[Saved data entries]
"""

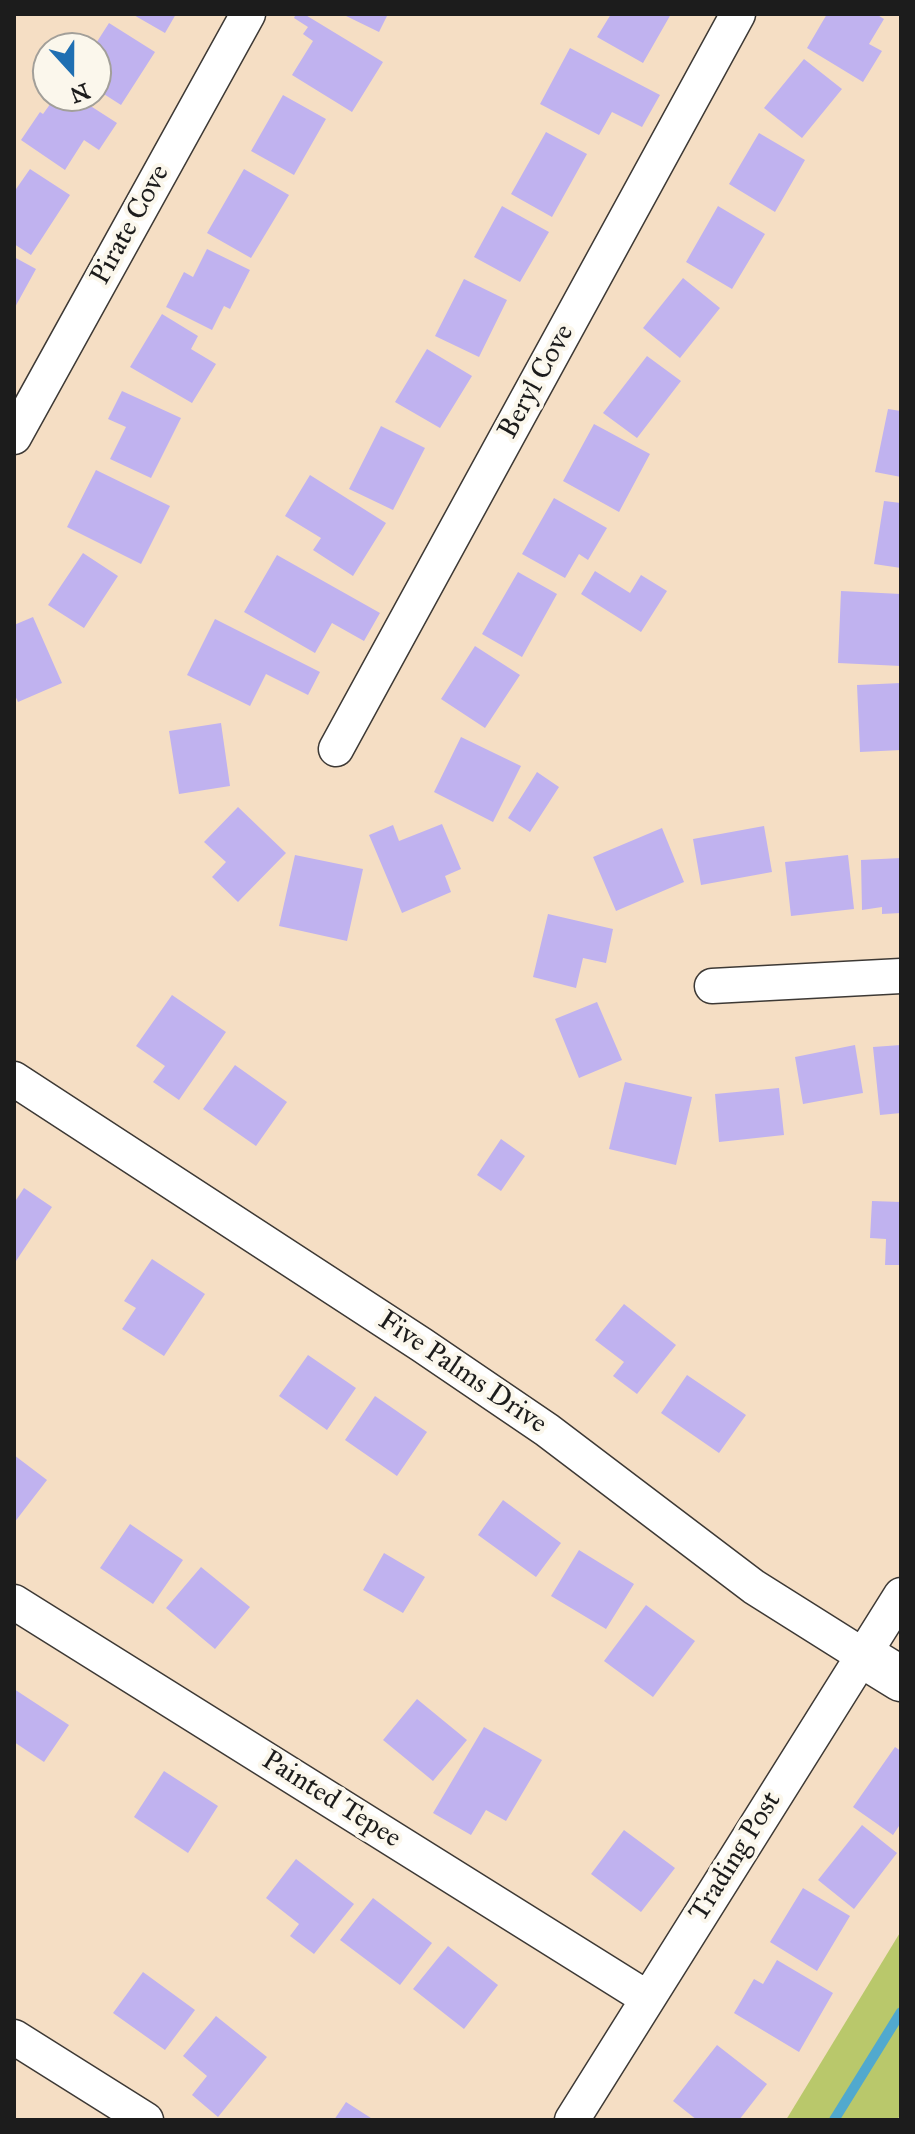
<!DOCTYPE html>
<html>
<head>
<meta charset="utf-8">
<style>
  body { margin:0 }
  #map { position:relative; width:915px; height:2134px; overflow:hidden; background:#f5dec4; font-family:"IM FELL Great Primer",serif }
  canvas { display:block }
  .frame { position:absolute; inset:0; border:16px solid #1c1c1c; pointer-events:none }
  .north { position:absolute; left:32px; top:32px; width:80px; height:80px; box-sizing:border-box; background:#fbf7ec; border:2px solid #a29f99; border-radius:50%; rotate:159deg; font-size:22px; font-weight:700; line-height:32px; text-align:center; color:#1c1c1c }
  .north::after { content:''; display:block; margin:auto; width:28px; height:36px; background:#1f6fb2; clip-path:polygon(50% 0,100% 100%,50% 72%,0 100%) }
</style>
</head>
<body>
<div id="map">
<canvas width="915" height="2134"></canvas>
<div class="frame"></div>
<div class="north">N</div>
</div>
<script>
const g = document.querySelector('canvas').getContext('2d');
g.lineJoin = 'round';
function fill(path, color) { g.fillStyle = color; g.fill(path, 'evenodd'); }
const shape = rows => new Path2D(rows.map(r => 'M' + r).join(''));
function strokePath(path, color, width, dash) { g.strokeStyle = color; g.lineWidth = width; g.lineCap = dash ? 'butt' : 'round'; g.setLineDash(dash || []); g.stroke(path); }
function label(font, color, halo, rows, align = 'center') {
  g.font = font + ' "IM FELL Great Primer",serif'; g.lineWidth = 8; g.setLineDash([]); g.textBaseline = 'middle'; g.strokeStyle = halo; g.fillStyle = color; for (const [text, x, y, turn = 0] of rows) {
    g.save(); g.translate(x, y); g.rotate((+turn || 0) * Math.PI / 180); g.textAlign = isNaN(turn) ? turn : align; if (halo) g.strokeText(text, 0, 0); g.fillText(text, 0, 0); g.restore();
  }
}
fill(shape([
  [901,1931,901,2114,897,2120,786,2120]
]), '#b9c86b');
strokePath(shape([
  [834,2120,901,2012]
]), '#51a9ce', 10);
fill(shape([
  [132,14,176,14,165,33],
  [296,14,304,14,383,62,352,112,292,75,313,41,303,34,308,27,294,18],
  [342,14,388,14,379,32],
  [611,14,671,14,643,63,597,37],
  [827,14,876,14,884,19,869,44,882,51,863,82,807,48],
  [109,23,155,52,121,105,96,89,96,48,93,48],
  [570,48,660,95,642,127,612,112,599,135,540,104],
  [804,59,842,89,802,138,764,108],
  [283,95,326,119,294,175,251,151],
  [56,96,75,96,117,123,99,150,84,140,65,170,21,140,40,112,43,114],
  [546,132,587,154,552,217,511,194],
  [759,133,805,160,775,212,729,184],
  [30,169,70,195,31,255,14,244,14,192],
  [244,169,289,195,251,258,207,233],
  [502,206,549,232,520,282,474,257],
  [718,206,765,234,732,289,686,262],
  [207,249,250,270,230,309,224,306,212,330,166,307,184,272,193,277],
  [14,257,36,269,14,309],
  [683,278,720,308,680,358,643,328],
  [464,279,507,300,479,357,435,336],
  [162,314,198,336,191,349,216,364,192,403,130,367],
  [427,349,472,376,440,428,395,402],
  [647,356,681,381,637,438,603,413],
  [122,391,181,418,151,478,110,459,126,427,108,419],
  [888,409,901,411,901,477,875,472],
  [594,424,650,454,619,512,563,481],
  [381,426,425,448,393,510,349,489],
  [96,470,170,506,141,564,67,527],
  [310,475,386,523,353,576,313,550,321,538,285,516],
  [554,498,607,528,588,560,579,554,565,578,522,554],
  [884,501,901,503,901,568,874,564],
  [83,553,118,576,84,628,48,605],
  [277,555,380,613,364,641,332,623,315,653,244,612],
  [595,571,630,593,641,575,667,591,641,632,581,594],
  [518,572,557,594,522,657,482,634],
  [841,591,901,594,901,666,838,663],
  [33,617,62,683,18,702,14,693,14,625],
  [215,619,320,672,308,695,266,674,250,706,187,675],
  [475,646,520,675,485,728,441,699],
  [901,683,901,750,860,752,857,685],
  [221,723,230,786,179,794,169,731],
  [461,737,521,766,493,822,434,792],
  [537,772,559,787,530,832,508,818],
  [238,807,286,853,238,902,212,877,226,862,204,842],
  [442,824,461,869,445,876,451,892,402,913,369,835,393,825,399,841],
  [764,826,772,872,701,885,693,839],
  [662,828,684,882,616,911,593,857],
  [295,855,363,869,347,941,279,926],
  [848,855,854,909,791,916,785,862],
  [901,858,901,913,882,914,882,907,862,910,861,860],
  [548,914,613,929,606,963,583,958,576,988,533,977],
  [172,995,226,1032,179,1100,153,1082,165,1066,136,1046],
  [597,1002,622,1060,579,1078,555,1019],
  [855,1045,863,1093,803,1104,795,1057],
  [901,1045,901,1113,880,1115,873,1047],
  [235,1065,287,1102,256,1146,203,1109],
  [625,1082,692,1097,676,1165,609,1149],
  [779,1088,784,1135,719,1142,715,1094],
  [501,1139,525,1156,501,1191,477,1175],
  [24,1188,52,1207,14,1264,14,1203],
  [872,1201,901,1202,901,1265,885,1265,886,1239,870,1238],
  [152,1259,205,1294,164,1356,122,1329,136,1308,124,1301],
  [624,1304,676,1345,637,1394,613,1376,624,1362,595,1340],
  [308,1355,356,1388,327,1430,279,1396],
  [687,1375,746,1415,719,1453,661,1413],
  [375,1396,427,1432,397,1476,345,1440],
  [14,1455,47,1480,14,1523],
  [503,1500,561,1543,536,1577,478,1535],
  [130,1524,183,1560,153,1604,100,1568],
  [579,1550,634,1584,606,1629,551,1596],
  [384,1553,425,1577,403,1613,363,1590],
  [201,1567,250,1607,215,1649,166,1608],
  [646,1605,695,1641,653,1697,604,1661],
  [14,1689,69,1725,44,1762,14,1742],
  [417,1699,467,1740,433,1781,383,1740],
  [484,1727,542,1760,506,1821,486,1810,471,1835,433,1813],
  [895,1747,901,1751,901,1823,893,1835,853,1807],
  [164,1771,218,1806,188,1853,134,1817],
  [862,1825,897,1853,854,1909,818,1880],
  [624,1830,675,1868,641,1912,591,1874],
  [296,1859,354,1904,314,1954,290,1936,299,1924,266,1898],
  [803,1888,850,1916,817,1971,770,1942],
  [373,1898,432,1943,400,1985,340,1940],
  [448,1946,498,1985,464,2029,413,1989],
  [777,1960,833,1993,799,2052,734,2013,754,1979,763,1984],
  [143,1972,195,2010,165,2050,113,2013],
  [216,2016,267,2057,218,2117,192,2095,207,2076,183,2056],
  [717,2045,767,2084,739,2120,697,2120,673,2101],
  [346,2102,374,2120,334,2120]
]), '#c0b2ef');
const street = shape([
  [14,437,248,14],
  [336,749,738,14],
  [712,986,901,976],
  [14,1079,422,1345,547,1430,754,1587,862,1655],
  [14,1602,647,1998],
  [14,2037,146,2120],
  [572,2120,901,1595]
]);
const secondary = shape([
  [862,1655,901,1679]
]);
strokePath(street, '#3d3935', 37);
strokePath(secondary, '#3d3935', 47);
strokePath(street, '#fff', 34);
strokePath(secondary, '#fff', 44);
label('28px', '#1c1c1c', '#fbf7ec', [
  ["Pirate Cove",131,225,-61],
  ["Beryl Cove",537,382,-61],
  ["Five Palms Drive",462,1373,34],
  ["Painted Tepee",331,1800,32],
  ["Trading Post",736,1857,-58]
]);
</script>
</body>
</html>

"""

WHAT THE TASK REQUIRES -
As the answer, set down only the lines from the data above between the one holding "content:''; display:block; margin:auto;" and the one holding "const g = document.querySelector('canvas').getContext('2d');", inclusive, exactly as they read.

RESPONSE -
  .north::after { content:''; display:block; margin:auto; width:28px; height:36px; background:#1f6fb2; clip-path:polygon(50% 0,100% 100%,50% 72%,0 100%) }
</style>
</head>
<body>
<div id="map">
<canvas width="915" height="2134"></canvas>
<div class="frame"></div>
<div class="north">N</div>
</div>
<script>
const g = document.querySelector('canvas').getContext('2d');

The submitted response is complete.